All three of the GEEs mentioned above were tested in four steps: (Model 1) unadjusted, (Model 2) adjusted for demographic covariates, (Model 3) adjusted for demographic covariates as well as measures of peer substance use and positive urgency, and (Model 4) adjusted for depression, generalized anxiety, and panic symptoms as well as all aforementioned covariates. Analyses were conducted in SAS with PROC GENMOD (SAS Institute, 2003) using an exchangeable correlation matrix and modeling CPs as a continuous variable and past six-month substance use as a binary variable. PROC SURVEYLOGISTIC was used in addition to PROC GENMOD for substance-specific analyses to calculate total effect, direct effect, and the B path beta estimates. In analyses predicting past 30-day frequency of any substance use, the subsample who endorsed any past six-month substance use was utilized and Poisson distribution was specified to account for the skewed count outcome distribution. Complementary reinforcement was not analyzed as a mediator between CPs and past six-month reports of substance use because teens who have never used a substance cannot report any activities associated with substance use, which would have generated criterion contamination between the mediator and outcome. Missing data on covariates were accounted for using dummy variable adjustment (Cohen & Cohen, 1985), which creates a dummy variable to code for missingness for each covariate with missing data, to allow inclusion of the entire sample in analyses. Results are reported as parameter estimates (B+95% CIs).
Sex Differences
For each step of the analyses previously mentioned, the main effect of sex was tested along with an interaction term with the independent variable in the model. Thus, in the total effect and A path models, an interaction term between sex and CPs was created. In the B path model, an interaction term between sex and alternative or complementary reinforcers was created. If the sex interaction term was significant across all three models tested, simple effect models were run to test the mediational path separately among males and females.
Reverse Mediation
Given the cross-sectional nature of this data, each step of the mediational analyses was run in the reverse direction in a supplementary analysis. Thus, the three models tested for reverse mediation were (1) The relation of substance use on CPs (total effect), (2) The relation of substance use on the mediator (i.e. alternative or complementary reinforcers; A path), and (3) The relation of the mediator on the CPs when adjusting for substance use (B path).

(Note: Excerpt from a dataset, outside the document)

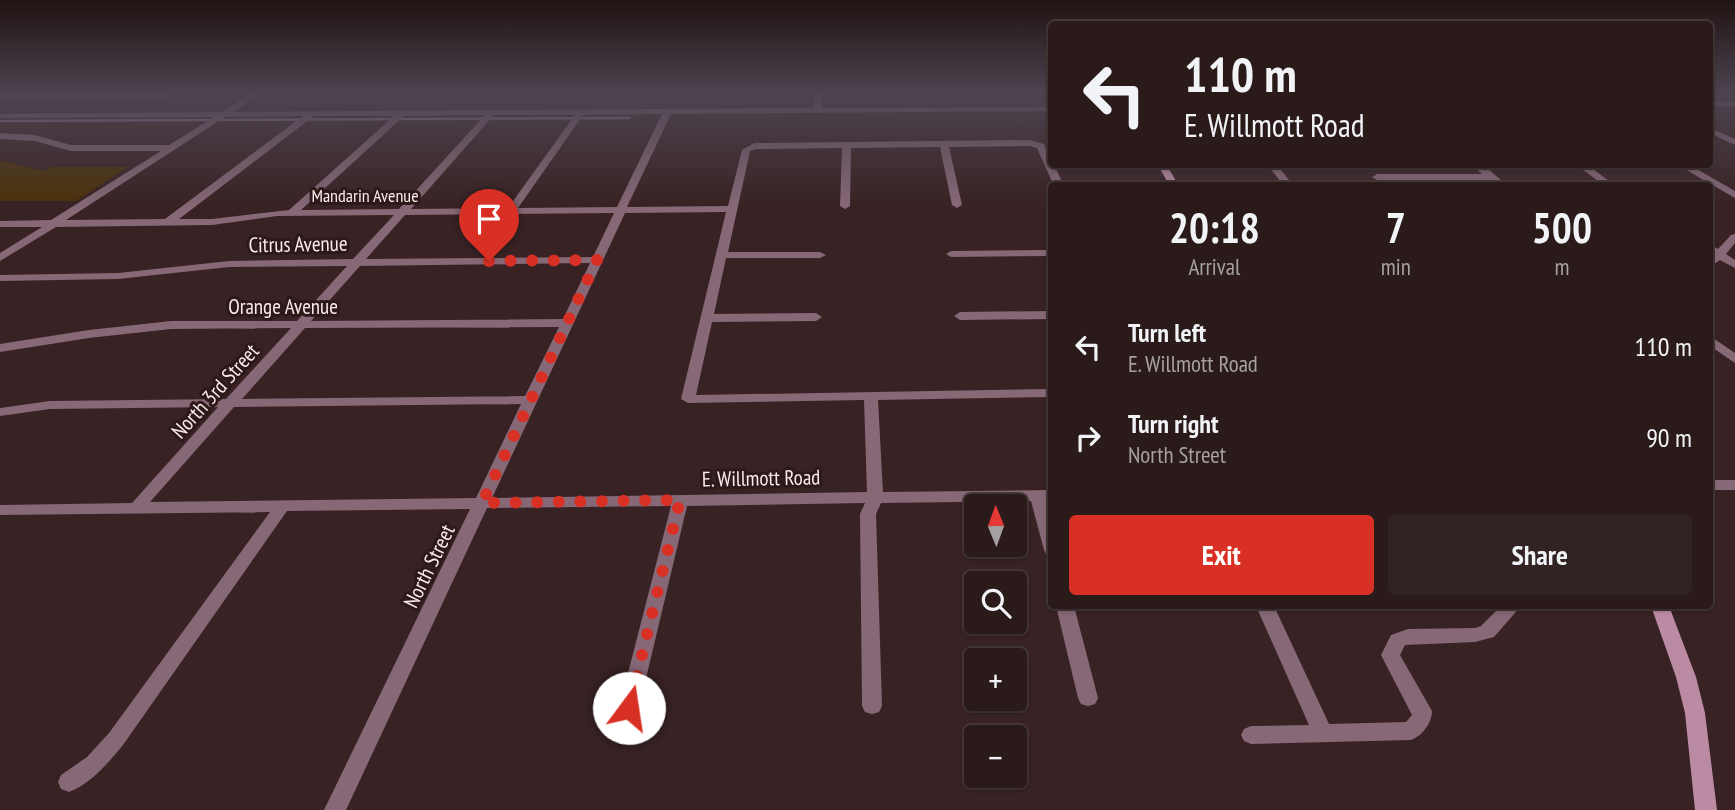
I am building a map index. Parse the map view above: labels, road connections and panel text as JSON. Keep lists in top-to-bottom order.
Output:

Participants and Procedures
This paper describes an analysis of a survey of 9 grade students enrolled in ten public high schools in the Greater Los Angeles metropolitan area. Participating schools were selected based on their adequate representation of diverse demographic characteristics; the percent of students eligible for free lunch within each school (i.e., student’s parental income < 185% of the national poverty level) on average across the ten schools was 31.1% (SD=19.7, range: 8.0% −68.2%). All students who were not enrolled in special education (e.g., severe learning disabilities) or English as a Second Language Programs (N=4,100) were eligible. Among those eligible, 3,874 (94.5%) assented to participate in the study, of whom 3,396 (82.8%) provided active written parental consent and 3,383 (82.5%) completed the first wave of data collection. Paper-and-pencil surveys were administered in the fall of 2013 during two separate in-class 60-minute survey administrations conducted less than two weeks apart. Researchers informed students that their responses would be confidential and not shared with their teachers, parents, or school staff. Students were not individually compensated; each participating school was compensated for their general activity fund. The questionnaires were administered in random order and some students did not complete the entire survey within the time allotted or were absent on one of assessment days. Thus, participants who did not complete measures used in this report were not included in the final sample used (N = 3,202). The study was approved by the University of Southern California Institutional Review Board.
Measures
Conduct problems
CPs were measured via an 11-item measure of past six-month behavior (e.g., stealing, stealing an item worth more than $50, destroying property, lying to parents, running away, physically fighting, skipping school, being suspended, selling illegal drugs, driving a car without permission, getting in trouble with police); α in current sample = .79 (Lloyd-Richardson et al., 2002; Resnick et al., 1997; Thompson, Ho, & Kingree, 2007). Six of the 11 items assessed are behaviors consistent with a Conduct Disorder diagnosis. The frequency of each behavior is ascertained with 6 ordinal response options varying from never to 10 or more times in the past six-months (scored 1 to 6, respectively) and a sum score is computed across the 11 items.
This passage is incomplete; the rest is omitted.